** Materials provided **
+++++

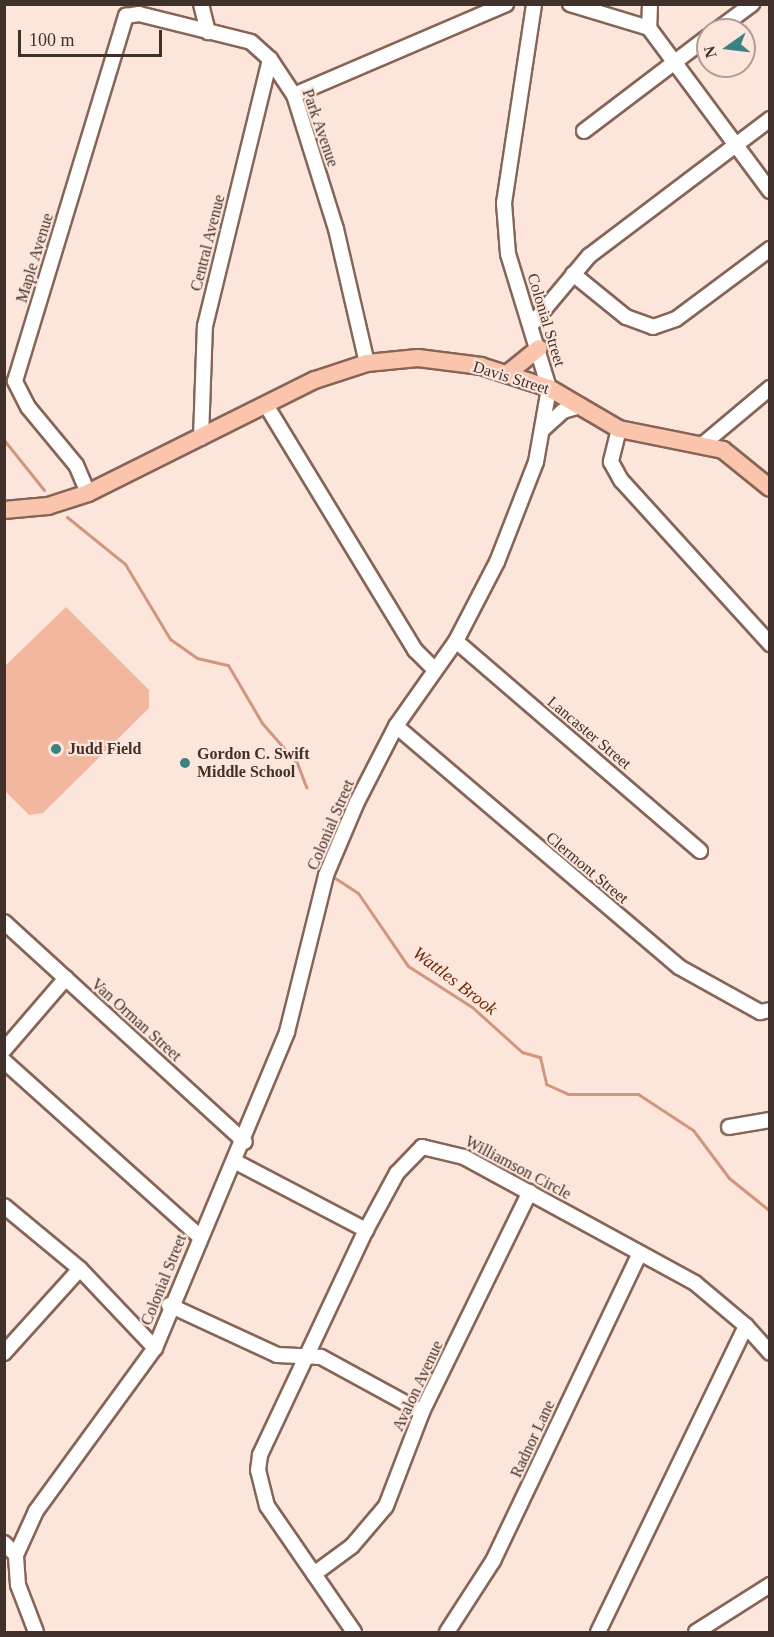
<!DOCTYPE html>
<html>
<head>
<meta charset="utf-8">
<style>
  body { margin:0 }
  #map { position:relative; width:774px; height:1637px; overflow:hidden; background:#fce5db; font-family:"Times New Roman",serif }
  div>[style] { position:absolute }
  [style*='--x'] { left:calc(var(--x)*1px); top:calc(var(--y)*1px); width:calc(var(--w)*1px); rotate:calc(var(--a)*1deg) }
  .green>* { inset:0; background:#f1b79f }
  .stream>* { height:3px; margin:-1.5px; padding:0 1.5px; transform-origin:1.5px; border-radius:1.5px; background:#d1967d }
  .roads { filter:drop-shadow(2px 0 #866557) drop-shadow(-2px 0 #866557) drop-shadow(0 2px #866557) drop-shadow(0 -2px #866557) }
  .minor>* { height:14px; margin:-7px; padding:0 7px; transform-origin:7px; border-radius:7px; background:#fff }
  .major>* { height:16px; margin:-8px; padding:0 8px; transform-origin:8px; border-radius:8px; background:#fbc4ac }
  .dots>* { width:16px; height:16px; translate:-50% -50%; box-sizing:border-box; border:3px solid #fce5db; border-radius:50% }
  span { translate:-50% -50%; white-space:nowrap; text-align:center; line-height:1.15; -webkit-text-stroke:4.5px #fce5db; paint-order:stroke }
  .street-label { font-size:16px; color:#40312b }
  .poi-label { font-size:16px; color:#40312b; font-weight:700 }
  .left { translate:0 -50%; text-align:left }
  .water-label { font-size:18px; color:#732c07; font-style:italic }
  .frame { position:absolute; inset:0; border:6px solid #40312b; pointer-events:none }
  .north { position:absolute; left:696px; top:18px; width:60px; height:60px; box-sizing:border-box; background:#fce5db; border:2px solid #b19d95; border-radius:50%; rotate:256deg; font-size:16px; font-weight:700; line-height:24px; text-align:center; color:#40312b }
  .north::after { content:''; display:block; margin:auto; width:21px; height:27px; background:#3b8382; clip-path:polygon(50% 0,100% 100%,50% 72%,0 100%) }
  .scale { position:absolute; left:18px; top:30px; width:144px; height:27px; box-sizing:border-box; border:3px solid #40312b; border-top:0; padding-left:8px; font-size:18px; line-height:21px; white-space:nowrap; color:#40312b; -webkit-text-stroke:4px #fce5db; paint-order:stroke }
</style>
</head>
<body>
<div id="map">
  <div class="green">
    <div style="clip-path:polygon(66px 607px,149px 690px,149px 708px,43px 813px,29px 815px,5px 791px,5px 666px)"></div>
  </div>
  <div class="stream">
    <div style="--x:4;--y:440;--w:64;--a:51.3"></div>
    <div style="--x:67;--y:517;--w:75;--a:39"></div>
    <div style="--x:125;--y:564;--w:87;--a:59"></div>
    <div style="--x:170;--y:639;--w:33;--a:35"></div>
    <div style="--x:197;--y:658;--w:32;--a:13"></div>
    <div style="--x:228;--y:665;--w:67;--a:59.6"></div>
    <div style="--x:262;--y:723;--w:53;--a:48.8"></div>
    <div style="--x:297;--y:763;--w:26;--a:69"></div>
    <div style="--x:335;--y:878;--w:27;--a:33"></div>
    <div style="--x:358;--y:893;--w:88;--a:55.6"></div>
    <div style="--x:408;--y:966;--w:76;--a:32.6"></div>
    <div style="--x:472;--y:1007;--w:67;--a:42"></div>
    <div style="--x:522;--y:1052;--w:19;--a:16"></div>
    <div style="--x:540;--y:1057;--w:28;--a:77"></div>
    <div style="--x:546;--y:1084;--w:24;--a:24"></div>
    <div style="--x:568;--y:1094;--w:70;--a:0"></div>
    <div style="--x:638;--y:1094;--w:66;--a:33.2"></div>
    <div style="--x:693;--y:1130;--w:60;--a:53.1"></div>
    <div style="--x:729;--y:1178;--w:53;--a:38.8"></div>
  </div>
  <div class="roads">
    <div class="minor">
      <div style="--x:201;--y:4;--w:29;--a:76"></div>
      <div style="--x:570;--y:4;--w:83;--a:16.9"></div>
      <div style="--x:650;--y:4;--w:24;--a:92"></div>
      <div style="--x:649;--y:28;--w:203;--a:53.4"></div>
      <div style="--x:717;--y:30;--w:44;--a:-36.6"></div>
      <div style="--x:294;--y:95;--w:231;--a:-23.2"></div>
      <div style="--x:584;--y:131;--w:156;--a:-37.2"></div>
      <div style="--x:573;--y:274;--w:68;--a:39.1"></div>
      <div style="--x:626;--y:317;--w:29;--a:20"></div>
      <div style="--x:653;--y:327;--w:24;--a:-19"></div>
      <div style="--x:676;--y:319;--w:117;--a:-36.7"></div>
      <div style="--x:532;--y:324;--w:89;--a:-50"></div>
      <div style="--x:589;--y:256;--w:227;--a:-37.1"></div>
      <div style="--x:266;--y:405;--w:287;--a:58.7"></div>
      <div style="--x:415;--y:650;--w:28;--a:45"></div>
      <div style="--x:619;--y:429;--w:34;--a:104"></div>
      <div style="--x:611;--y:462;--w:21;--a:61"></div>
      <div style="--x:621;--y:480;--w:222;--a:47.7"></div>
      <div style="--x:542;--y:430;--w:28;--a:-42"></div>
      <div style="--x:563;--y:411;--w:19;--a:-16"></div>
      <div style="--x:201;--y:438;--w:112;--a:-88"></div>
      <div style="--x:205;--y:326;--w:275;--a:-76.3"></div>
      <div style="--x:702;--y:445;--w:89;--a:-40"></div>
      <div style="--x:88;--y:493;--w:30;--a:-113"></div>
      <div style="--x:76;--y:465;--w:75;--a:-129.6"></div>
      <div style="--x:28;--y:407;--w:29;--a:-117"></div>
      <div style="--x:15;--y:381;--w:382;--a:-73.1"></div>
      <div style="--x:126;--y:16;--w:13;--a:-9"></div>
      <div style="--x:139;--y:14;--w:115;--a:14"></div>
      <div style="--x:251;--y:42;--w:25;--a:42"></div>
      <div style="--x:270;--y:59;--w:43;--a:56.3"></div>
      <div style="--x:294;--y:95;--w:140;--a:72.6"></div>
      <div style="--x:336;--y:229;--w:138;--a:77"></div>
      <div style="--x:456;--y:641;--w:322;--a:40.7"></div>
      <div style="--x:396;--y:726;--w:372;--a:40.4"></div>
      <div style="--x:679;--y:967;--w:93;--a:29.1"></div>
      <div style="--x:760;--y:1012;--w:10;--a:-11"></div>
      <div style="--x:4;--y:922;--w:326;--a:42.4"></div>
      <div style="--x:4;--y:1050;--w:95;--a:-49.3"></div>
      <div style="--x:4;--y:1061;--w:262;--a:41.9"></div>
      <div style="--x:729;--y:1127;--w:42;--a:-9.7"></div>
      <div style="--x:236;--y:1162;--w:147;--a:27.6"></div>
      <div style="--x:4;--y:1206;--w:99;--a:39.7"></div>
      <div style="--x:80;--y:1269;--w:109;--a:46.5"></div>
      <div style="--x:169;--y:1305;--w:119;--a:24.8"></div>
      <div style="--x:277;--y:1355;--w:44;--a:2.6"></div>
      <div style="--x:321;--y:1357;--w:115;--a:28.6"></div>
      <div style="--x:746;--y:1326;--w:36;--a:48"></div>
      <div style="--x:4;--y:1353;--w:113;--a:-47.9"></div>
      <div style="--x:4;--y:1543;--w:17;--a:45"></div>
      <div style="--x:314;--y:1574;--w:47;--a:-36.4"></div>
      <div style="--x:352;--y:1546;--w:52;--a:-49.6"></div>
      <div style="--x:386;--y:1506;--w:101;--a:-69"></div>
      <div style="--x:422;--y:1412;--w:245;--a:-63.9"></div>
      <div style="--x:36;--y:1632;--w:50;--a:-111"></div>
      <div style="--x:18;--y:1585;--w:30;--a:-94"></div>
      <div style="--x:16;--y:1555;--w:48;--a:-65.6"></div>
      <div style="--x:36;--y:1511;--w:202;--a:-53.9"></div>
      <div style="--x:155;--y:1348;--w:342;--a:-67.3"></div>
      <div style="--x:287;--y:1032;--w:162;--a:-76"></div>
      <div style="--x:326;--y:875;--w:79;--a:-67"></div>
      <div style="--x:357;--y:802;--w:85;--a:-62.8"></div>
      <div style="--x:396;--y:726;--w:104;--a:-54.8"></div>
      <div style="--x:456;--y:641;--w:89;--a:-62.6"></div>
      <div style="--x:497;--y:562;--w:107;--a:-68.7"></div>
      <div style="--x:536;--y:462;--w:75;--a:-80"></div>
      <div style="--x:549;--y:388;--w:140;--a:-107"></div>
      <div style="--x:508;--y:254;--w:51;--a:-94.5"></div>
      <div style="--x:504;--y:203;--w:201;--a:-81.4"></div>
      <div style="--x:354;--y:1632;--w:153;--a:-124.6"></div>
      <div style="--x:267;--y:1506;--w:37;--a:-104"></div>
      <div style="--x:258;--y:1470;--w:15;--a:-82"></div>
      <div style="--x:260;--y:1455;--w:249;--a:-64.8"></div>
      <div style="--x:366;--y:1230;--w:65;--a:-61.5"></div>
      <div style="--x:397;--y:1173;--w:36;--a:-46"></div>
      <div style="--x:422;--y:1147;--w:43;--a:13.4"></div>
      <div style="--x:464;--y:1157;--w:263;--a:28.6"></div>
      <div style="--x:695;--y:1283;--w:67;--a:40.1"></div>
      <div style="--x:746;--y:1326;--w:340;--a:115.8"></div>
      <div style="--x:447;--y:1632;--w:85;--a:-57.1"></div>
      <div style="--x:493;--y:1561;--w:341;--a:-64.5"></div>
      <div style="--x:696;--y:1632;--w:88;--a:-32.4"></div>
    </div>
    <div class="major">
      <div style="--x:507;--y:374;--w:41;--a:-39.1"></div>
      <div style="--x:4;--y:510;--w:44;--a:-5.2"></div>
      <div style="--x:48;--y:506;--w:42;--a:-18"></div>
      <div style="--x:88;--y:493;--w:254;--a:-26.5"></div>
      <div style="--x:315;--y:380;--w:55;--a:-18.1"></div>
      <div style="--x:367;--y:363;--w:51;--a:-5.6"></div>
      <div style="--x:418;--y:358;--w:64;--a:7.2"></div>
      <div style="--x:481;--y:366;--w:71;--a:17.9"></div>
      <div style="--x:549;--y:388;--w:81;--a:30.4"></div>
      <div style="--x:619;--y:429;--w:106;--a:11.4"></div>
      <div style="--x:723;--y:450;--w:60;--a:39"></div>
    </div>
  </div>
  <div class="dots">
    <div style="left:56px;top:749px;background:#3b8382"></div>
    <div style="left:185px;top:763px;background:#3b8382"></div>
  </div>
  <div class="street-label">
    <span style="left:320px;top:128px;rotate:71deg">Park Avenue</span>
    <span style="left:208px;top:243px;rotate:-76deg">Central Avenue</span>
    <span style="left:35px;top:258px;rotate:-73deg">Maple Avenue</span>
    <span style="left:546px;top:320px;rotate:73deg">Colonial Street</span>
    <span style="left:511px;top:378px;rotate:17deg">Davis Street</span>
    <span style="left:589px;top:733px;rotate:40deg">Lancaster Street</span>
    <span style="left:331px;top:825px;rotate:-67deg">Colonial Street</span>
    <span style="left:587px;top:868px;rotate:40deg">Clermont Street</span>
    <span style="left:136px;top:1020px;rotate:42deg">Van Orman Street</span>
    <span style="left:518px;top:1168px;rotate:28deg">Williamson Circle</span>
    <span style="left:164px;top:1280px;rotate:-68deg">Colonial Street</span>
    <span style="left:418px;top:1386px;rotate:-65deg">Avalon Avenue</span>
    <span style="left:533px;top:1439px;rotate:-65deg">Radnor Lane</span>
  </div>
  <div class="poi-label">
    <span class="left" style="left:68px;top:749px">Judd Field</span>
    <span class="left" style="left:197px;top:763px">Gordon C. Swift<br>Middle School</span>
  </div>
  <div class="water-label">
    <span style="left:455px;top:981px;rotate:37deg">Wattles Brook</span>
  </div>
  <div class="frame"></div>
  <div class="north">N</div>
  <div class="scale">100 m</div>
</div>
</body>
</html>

+++++

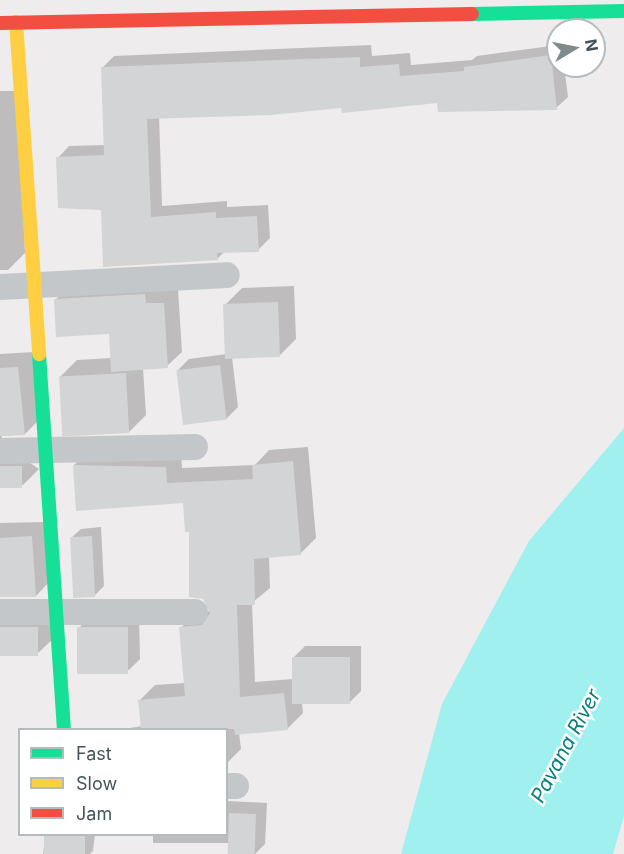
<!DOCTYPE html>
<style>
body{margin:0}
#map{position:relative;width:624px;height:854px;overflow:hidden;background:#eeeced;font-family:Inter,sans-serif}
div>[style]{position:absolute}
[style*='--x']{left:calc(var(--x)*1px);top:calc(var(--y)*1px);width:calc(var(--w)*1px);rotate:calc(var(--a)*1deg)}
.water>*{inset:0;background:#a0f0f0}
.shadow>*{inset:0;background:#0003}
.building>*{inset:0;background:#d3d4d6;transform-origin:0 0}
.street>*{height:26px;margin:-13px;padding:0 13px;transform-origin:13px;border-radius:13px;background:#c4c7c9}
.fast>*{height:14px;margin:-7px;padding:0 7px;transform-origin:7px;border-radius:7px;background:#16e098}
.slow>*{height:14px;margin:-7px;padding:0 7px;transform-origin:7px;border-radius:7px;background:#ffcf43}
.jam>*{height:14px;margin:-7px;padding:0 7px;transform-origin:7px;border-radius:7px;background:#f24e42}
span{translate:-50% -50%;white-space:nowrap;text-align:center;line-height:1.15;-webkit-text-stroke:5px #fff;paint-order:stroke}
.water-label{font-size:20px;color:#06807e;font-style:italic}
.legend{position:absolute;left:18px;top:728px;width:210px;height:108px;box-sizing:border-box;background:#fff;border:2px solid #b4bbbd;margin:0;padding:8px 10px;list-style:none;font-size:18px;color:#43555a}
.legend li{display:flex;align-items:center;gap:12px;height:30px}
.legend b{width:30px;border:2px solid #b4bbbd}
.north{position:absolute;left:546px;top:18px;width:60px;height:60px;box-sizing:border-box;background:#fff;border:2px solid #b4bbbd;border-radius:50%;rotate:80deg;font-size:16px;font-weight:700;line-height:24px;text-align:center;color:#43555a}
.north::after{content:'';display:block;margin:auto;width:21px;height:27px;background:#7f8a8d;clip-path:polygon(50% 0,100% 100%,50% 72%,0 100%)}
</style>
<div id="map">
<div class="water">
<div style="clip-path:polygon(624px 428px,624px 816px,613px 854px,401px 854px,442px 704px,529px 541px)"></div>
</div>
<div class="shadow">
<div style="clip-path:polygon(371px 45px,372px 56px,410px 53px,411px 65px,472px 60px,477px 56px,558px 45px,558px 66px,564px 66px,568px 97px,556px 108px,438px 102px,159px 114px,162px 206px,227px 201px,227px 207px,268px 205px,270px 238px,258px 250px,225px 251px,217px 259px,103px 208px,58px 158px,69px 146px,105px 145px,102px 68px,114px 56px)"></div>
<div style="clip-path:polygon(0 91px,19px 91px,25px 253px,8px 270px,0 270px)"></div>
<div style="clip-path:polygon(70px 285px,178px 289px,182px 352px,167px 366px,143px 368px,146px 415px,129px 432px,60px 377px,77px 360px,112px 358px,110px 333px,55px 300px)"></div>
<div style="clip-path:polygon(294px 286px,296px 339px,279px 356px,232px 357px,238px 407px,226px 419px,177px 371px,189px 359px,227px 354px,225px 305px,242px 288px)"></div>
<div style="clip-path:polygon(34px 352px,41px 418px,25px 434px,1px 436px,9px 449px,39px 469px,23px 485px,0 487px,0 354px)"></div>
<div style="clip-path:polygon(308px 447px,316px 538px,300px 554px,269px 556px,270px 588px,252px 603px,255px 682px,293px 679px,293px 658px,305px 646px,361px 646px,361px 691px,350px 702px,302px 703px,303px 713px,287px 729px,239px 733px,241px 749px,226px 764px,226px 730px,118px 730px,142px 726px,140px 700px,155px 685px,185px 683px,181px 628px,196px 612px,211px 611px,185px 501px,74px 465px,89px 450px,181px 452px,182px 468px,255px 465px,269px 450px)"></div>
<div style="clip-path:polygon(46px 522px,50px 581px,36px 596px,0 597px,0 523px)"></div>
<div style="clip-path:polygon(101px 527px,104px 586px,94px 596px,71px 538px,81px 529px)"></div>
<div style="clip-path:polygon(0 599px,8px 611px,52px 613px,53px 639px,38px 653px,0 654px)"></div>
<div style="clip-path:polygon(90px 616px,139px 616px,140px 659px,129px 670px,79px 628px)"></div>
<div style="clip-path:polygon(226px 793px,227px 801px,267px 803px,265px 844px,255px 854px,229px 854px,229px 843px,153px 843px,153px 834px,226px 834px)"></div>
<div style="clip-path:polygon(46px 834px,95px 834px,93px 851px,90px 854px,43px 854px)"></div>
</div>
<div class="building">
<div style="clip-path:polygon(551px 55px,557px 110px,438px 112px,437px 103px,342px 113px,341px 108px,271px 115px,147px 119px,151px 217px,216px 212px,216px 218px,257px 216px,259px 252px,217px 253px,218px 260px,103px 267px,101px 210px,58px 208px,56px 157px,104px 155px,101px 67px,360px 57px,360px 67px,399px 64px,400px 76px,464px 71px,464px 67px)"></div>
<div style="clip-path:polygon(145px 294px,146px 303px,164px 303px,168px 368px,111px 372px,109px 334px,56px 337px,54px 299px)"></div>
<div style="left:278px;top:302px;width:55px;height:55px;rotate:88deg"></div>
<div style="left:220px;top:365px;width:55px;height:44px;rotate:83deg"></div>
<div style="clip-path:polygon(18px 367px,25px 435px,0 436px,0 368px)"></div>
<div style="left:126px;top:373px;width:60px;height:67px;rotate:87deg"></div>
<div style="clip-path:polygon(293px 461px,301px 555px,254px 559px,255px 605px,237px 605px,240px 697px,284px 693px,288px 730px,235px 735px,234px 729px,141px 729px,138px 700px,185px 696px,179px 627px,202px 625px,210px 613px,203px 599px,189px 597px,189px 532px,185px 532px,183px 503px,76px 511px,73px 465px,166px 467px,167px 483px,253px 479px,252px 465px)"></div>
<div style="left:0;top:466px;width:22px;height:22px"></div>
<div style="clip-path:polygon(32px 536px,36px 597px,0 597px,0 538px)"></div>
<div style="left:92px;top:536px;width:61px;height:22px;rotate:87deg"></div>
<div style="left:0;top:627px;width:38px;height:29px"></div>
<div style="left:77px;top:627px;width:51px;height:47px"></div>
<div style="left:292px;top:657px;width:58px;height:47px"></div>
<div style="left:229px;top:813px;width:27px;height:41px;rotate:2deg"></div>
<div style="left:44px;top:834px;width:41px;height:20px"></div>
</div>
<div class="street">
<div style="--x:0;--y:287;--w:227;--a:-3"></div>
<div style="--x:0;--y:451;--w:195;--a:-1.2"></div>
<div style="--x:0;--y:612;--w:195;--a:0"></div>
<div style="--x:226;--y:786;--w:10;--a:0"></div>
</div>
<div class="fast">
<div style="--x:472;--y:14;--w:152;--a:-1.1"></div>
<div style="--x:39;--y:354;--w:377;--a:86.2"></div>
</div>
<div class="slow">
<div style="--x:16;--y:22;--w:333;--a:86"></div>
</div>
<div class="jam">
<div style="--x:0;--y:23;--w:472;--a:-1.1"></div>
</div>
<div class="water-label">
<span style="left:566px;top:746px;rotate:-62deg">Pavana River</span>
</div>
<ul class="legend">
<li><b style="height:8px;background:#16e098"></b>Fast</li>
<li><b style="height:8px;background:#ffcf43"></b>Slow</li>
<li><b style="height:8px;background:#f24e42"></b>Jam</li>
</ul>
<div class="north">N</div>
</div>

+++++

** How to complete this task **
Only lines of the data holding the word "body" go in the answer. Please copy each of them.

** Answer to the exercise **
  body { margin:0 }
<body>
</body>
body{margin:0}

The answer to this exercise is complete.